-- WORK ORDER --
In the listing below, find the line holding "List all text" and the line holding "Find all labels, symbols". Write out those two lines and all lines between, exactly, and nothing more.

-- DATA TO EXAMINE --
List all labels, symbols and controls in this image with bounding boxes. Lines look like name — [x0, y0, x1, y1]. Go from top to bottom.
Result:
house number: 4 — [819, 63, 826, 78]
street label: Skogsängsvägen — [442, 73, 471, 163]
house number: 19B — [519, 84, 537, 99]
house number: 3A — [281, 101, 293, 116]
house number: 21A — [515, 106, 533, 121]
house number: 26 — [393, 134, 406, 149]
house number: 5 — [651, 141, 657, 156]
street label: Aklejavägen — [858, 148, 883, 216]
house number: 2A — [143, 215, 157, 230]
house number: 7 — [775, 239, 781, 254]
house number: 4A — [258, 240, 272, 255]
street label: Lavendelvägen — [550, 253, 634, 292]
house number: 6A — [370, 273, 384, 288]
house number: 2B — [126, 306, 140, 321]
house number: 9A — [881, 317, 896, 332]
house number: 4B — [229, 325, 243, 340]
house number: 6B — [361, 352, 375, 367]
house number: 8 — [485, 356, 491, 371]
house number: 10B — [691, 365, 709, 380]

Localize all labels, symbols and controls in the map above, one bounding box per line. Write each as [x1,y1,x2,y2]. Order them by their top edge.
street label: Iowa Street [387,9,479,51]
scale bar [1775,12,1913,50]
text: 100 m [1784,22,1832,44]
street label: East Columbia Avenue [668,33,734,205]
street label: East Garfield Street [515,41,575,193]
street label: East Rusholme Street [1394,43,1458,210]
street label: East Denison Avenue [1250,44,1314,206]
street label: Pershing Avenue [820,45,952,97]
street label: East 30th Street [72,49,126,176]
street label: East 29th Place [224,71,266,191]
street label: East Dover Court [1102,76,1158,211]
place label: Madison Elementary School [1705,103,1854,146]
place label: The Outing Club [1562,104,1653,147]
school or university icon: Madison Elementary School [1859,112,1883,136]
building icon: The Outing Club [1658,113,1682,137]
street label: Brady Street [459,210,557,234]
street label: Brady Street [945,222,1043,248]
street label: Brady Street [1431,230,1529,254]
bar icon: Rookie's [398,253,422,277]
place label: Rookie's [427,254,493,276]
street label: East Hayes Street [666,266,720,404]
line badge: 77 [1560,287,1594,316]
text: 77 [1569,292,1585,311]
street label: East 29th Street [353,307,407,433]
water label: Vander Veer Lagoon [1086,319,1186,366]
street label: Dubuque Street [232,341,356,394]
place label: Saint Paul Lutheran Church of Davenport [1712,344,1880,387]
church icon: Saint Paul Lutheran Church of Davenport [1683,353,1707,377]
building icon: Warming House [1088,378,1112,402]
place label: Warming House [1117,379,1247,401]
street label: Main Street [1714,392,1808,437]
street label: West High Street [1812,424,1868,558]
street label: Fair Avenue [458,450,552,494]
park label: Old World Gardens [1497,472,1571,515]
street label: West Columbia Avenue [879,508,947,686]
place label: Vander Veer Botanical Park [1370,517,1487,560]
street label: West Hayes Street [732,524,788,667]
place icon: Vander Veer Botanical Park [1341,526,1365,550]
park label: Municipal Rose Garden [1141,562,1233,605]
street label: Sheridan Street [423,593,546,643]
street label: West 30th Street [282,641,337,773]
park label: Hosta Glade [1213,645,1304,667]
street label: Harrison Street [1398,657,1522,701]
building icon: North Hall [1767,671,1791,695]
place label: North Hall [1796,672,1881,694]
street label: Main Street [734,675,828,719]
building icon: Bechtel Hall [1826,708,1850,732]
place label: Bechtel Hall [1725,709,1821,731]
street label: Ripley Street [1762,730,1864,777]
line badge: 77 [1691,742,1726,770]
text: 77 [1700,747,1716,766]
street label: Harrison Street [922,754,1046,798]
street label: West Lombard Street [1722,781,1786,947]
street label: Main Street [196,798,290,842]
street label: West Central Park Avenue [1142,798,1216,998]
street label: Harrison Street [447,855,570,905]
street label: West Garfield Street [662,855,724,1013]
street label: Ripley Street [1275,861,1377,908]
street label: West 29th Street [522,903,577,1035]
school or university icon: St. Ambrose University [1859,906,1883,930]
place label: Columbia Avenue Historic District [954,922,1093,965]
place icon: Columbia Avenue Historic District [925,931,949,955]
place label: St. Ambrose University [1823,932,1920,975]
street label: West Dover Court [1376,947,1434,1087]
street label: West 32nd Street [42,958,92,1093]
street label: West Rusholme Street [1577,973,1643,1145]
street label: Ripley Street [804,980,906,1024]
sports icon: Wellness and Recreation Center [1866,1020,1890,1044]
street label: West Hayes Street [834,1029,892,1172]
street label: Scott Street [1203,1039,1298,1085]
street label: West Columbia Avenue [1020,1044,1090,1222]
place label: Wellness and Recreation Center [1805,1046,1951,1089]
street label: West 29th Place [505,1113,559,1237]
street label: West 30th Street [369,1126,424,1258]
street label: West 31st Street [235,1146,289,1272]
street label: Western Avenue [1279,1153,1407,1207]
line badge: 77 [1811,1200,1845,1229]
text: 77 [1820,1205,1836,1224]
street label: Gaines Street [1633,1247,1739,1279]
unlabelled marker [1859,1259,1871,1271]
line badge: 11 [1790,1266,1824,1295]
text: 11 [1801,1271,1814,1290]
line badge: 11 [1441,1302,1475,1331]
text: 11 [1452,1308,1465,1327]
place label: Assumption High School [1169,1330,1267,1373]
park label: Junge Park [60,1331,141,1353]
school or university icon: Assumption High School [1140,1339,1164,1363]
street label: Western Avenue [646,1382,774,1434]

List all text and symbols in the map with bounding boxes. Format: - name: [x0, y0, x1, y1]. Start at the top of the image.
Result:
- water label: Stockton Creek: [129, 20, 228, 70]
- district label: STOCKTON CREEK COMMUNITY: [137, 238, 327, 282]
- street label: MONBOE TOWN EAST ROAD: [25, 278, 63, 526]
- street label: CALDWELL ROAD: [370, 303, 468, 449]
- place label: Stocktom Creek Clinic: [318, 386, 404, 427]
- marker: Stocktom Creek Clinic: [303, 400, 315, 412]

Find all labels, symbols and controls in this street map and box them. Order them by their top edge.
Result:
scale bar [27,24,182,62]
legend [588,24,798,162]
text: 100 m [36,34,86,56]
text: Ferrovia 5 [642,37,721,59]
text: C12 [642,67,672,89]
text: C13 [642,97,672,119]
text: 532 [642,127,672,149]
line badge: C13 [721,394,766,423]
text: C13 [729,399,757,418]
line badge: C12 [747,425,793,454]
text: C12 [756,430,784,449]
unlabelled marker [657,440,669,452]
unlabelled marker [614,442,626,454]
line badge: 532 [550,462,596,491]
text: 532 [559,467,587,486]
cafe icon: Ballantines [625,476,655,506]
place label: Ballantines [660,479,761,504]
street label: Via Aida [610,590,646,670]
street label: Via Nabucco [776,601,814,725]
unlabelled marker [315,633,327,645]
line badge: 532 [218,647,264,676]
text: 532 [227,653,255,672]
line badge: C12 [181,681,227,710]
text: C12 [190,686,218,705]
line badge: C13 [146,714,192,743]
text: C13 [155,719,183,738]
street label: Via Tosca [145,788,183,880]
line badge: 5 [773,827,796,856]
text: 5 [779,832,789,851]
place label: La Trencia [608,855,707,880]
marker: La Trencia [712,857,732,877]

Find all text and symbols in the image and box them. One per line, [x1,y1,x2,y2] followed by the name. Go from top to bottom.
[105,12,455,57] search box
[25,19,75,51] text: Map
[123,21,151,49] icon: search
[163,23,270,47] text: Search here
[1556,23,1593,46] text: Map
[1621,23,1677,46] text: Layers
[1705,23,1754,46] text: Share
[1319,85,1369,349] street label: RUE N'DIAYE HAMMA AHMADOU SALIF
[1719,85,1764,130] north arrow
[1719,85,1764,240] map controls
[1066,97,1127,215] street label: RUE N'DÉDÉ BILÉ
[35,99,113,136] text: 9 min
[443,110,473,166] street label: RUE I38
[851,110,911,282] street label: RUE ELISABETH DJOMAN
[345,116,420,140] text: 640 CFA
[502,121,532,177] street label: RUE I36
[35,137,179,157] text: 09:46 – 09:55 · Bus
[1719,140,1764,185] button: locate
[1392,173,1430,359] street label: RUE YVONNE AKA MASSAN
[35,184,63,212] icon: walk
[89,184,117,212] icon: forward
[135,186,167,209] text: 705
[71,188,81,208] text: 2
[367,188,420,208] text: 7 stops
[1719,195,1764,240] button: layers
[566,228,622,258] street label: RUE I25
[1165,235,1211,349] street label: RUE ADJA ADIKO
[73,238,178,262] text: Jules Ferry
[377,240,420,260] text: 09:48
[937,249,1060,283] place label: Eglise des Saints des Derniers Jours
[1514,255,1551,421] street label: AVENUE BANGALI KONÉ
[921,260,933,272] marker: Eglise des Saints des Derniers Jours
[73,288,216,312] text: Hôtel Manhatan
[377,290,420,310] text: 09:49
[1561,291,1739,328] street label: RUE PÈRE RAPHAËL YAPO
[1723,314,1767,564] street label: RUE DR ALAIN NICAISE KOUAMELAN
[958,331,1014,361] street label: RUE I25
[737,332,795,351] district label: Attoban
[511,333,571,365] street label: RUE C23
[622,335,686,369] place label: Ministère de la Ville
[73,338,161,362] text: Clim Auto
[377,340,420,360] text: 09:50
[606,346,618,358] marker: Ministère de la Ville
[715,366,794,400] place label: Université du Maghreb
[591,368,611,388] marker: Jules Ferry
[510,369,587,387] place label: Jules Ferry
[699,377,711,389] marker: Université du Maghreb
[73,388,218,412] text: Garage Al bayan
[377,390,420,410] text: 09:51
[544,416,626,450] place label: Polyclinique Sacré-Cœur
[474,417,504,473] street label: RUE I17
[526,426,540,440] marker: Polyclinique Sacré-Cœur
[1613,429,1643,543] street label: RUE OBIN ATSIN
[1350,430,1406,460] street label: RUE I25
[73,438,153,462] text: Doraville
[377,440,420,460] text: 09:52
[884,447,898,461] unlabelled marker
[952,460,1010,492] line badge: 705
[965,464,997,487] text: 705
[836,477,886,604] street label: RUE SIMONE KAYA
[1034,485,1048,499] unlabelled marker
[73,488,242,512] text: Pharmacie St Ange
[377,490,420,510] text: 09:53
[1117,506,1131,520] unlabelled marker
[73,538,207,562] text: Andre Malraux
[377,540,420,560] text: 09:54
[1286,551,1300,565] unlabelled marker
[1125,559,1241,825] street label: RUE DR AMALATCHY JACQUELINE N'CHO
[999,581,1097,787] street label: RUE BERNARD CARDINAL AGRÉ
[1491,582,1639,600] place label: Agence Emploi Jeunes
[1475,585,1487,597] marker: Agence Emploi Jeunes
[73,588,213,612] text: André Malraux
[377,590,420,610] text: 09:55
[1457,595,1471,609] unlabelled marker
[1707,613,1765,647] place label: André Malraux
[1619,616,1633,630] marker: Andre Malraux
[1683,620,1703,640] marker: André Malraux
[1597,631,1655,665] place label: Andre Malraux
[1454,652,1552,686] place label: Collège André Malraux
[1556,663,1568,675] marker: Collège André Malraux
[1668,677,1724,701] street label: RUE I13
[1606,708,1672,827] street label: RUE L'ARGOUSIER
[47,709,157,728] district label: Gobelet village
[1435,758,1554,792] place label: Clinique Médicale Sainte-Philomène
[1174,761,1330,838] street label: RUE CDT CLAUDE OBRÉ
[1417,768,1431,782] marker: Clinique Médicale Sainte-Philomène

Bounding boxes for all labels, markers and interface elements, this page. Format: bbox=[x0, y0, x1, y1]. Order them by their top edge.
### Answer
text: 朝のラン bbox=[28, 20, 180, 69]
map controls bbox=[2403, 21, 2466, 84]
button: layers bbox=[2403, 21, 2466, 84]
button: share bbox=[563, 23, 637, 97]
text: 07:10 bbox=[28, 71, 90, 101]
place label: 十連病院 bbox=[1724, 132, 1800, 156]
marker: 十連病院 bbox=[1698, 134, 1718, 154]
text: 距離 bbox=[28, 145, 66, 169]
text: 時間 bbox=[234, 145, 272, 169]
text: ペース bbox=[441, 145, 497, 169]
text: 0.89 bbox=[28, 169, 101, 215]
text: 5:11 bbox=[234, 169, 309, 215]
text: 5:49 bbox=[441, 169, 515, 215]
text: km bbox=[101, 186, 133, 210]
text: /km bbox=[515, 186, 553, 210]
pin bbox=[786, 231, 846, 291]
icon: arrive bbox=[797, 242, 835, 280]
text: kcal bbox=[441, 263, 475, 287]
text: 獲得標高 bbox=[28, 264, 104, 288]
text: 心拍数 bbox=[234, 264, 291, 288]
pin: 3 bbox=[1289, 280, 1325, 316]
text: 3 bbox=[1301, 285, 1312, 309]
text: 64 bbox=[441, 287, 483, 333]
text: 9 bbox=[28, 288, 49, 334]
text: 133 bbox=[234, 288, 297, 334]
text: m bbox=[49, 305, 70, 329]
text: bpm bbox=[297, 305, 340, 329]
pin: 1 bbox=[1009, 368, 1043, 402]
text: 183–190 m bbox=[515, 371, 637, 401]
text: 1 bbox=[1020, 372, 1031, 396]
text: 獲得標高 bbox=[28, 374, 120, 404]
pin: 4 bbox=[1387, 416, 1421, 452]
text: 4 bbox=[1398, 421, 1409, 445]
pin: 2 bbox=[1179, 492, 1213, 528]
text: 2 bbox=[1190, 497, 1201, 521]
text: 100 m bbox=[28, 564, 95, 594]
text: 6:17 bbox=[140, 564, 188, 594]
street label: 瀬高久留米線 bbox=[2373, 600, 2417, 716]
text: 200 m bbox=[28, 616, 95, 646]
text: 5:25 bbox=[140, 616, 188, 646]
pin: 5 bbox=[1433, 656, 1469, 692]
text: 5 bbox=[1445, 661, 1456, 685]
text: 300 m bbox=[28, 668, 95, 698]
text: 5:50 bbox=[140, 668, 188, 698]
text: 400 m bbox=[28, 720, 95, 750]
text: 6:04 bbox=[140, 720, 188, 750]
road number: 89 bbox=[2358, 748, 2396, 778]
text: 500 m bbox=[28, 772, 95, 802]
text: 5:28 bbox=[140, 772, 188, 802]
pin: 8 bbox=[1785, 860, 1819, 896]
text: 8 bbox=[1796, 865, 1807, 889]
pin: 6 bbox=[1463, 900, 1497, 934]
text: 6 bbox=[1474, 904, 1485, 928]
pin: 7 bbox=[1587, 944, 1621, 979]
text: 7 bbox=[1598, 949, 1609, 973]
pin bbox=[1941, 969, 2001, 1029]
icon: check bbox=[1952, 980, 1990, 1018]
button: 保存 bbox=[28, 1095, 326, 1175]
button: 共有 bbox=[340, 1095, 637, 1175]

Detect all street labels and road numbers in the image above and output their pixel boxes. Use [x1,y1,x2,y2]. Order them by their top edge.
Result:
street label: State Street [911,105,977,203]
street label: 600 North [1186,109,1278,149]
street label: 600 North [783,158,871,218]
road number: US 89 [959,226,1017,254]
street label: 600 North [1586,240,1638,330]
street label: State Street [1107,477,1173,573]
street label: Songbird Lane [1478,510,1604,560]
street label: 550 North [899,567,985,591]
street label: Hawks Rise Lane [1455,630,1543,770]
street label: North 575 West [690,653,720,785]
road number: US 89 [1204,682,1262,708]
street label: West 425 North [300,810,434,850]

-- RESULT FOR THIS TASK --
List all text and symbols in the map with bounding boxes. Format: - name: [x0, y0, x1, y1]. Start at the top of the image.
Result:
- water label: Stockton Creek: [129, 20, 228, 70]
- district label: STOCKTON CREEK COMMUNITY: [137, 238, 327, 282]
- street label: MONBOE TOWN EAST ROAD: [25, 278, 63, 526]
- street label: CALDWELL ROAD: [370, 303, 468, 449]
- place label: Stocktom Creek Clinic: [318, 386, 404, 427]
- marker: Stocktom Creek Clinic: [303, 400, 315, 412]

Find all labels, symbols and controls in this street map and box them. Order them by their top edge.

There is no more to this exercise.